----- Material for this task

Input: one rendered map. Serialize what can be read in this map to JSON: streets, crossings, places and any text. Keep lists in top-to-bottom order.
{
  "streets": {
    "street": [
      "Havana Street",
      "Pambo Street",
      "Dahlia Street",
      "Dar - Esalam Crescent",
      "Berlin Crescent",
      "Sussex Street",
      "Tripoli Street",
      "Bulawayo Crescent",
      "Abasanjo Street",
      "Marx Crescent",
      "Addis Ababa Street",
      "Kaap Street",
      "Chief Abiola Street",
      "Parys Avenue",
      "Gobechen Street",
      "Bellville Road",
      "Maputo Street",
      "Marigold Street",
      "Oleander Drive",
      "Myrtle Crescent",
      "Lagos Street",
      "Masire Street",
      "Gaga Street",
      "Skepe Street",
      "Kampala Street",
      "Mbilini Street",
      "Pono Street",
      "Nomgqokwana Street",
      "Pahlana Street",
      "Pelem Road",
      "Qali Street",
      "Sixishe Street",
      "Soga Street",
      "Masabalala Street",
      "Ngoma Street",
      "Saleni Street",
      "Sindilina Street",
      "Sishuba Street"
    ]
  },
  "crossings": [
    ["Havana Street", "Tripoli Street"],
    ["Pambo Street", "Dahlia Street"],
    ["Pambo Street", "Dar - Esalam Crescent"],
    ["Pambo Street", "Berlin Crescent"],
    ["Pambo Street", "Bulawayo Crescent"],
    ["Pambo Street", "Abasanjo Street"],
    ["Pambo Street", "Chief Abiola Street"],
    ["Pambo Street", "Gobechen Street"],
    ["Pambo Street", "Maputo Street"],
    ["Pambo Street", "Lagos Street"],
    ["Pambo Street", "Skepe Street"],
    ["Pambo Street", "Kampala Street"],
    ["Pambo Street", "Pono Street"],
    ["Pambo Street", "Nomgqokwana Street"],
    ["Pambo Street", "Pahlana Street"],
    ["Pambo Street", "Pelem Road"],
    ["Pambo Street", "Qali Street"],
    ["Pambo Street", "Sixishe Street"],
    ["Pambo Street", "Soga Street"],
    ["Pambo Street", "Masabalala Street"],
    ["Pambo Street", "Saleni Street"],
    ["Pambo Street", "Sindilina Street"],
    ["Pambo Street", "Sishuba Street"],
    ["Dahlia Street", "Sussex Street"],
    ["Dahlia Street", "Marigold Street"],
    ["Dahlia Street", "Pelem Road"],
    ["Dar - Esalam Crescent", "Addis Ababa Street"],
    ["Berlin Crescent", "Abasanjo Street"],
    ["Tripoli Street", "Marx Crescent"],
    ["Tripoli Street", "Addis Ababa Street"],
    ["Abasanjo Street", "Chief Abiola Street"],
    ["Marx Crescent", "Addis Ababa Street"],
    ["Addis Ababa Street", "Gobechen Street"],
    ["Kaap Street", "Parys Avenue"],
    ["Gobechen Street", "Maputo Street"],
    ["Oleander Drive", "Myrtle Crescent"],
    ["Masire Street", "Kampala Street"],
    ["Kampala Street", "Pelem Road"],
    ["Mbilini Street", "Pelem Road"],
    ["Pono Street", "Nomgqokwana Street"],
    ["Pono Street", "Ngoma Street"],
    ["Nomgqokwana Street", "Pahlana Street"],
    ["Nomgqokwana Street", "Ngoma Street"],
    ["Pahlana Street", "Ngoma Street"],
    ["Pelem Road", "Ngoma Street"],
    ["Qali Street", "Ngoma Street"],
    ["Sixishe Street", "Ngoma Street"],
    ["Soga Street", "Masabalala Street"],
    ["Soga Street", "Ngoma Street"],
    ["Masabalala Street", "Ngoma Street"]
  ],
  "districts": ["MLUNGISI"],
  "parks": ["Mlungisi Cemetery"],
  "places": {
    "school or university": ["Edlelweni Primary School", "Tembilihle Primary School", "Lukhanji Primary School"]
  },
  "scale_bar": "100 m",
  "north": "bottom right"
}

----------

Each line above is to be reproduced exactly.

Input: one rendered map. Serialize what can be read in this map to JSON: streets, crossings, places and any text. Keep lists in top-to-bottom order.
{
  "streets": {
    "street": [
      "Havana Street",
      "Pambo Street",
      "Dahlia Street",
      "Dar - Esalam Crescent",
      "Berlin Crescent",
      "Sussex Street",
      "Tripoli Street",
      "Bulawayo Crescent",
      "Abasanjo Street",
      "Marx Crescent",
      "Addis Ababa Street",
      "Kaap Street",
      "Chief Abiola Street",
      "Parys Avenue",
      "Gobechen Street",
      "Bellville Road",
      "Maputo Street",
      "Marigold Street",
      "Oleander Drive",
      "Myrtle Crescent",
      "Lagos Street",
      "Masire Street",
      "Gaga Street",
      "Skepe Street",
      "Kampala Street",
      "Mbilini Street",
      "Pono Street",
      "Nomgqokwana Street",
      "Pahlana Street",
      "Pelem Road",
      "Qali Street",
      "Sixishe Street",
      "Soga Street",
      "Masabalala Street",
      "Ngoma Street",
      "Saleni Street",
      "Sindilina Street",
      "Sishuba Street"
    ]
  },
  "crossings": [
    ["Havana Street", "Tripoli Street"],
    ["Pambo Street", "Dahlia Street"],
    ["Pambo Street", "Dar - Esalam Crescent"],
    ["Pambo Street", "Berlin Crescent"],
    ["Pambo Street", "Bulawayo Crescent"],
    ["Pambo Street", "Abasanjo Street"],
    ["Pambo Street", "Chief Abiola Street"],
    ["Pambo Street", "Gobechen Street"],
    ["Pambo Street", "Maputo Street"],
    ["Pambo Street", "Lagos Street"],
    ["Pambo Street", "Skepe Street"],
    ["Pambo Street", "Kampala Street"],
    ["Pambo Street", "Pono Street"],
    ["Pambo Street", "Nomgqokwana Street"],
    ["Pambo Street", "Pahlana Street"],
    ["Pambo Street", "Pelem Road"],
    ["Pambo Street", "Qali Street"],
    ["Pambo Street", "Sixishe Street"],
    ["Pambo Street", "Soga Street"],
    ["Pambo Street", "Masabalala Street"],
    ["Pambo Street", "Saleni Street"],
    ["Pambo Street", "Sindilina Street"],
    ["Pambo Street", "Sishuba Street"],
    ["Dahlia Street", "Sussex Street"],
    ["Dahlia Street", "Marigold Street"],
    ["Dahlia Street", "Pelem Road"],
    ["Dar - Esalam Crescent", "Addis Ababa Street"],
    ["Berlin Crescent", "Abasanjo Street"],
    ["Tripoli Street", "Marx Crescent"],
    ["Tripoli Street", "Addis Ababa Street"],
    ["Abasanjo Street", "Chief Abiola Street"],
    ["Marx Crescent", "Addis Ababa Street"],
    ["Addis Ababa Street", "Gobechen Street"],
    ["Kaap Street", "Parys Avenue"],
    ["Gobechen Street", "Maputo Street"],
    ["Oleander Drive", "Myrtle Crescent"],
    ["Masire Street", "Kampala Street"],
    ["Kampala Street", "Pelem Road"],
    ["Mbilini Street", "Pelem Road"],
    ["Pono Street", "Nomgqokwana Street"],
    ["Pono Street", "Ngoma Street"],
    ["Nomgqokwana Street", "Pahlana Street"],
    ["Nomgqokwana Street", "Ngoma Street"],
    ["Pahlana Street", "Ngoma Street"],
    ["Pelem Road", "Ngoma Street"],
    ["Qali Street", "Ngoma Street"],
    ["Sixishe Street", "Ngoma Street"],
    ["Soga Street", "Masabalala Street"],
    ["Soga Street", "Ngoma Street"],
    ["Masabalala Street", "Ngoma Street"]
  ],
  "districts": ["MLUNGISI"],
  "parks": ["Mlungisi Cemetery"],
  "places": {
    "school or university": ["Edlelweni Primary School", "Tembilihle Primary School", "Lukhanji Primary School"]
  },
  "scale_bar": "100 m",
  "north": "bottom right"
}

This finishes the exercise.